> [To do]: State how many lines of the entries hold the string "labels", and output nothing but that count.

> [Data to process]:
★ ★ ★

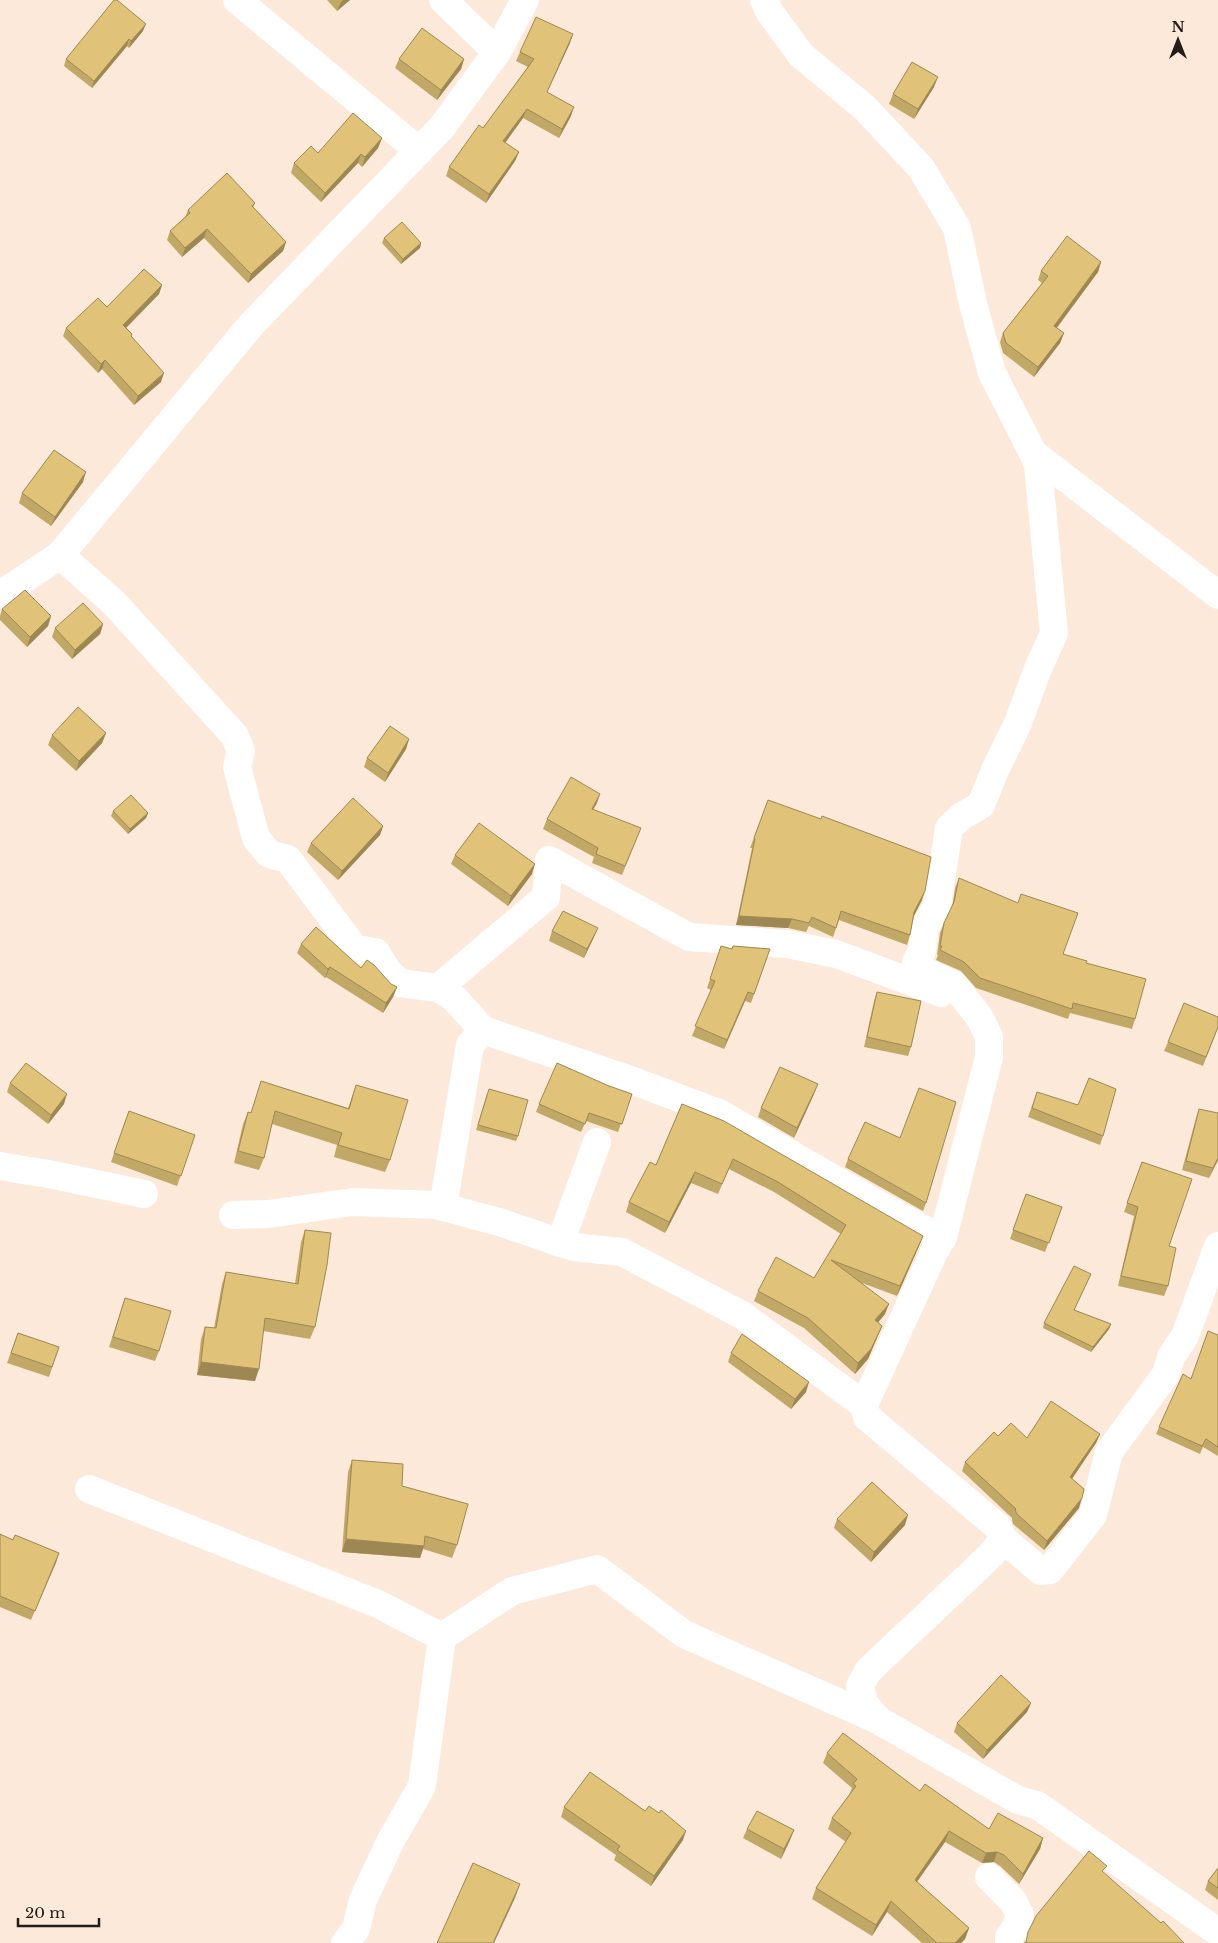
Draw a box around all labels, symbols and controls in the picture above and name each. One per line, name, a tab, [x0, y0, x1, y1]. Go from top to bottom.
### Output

★ ★ ★

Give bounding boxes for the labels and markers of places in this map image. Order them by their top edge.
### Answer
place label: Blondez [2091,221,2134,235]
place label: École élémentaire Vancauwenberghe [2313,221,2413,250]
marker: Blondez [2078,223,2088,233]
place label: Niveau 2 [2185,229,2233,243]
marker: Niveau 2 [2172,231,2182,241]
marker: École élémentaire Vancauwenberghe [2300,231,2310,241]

★ ★ ★

> [Your solution]: 2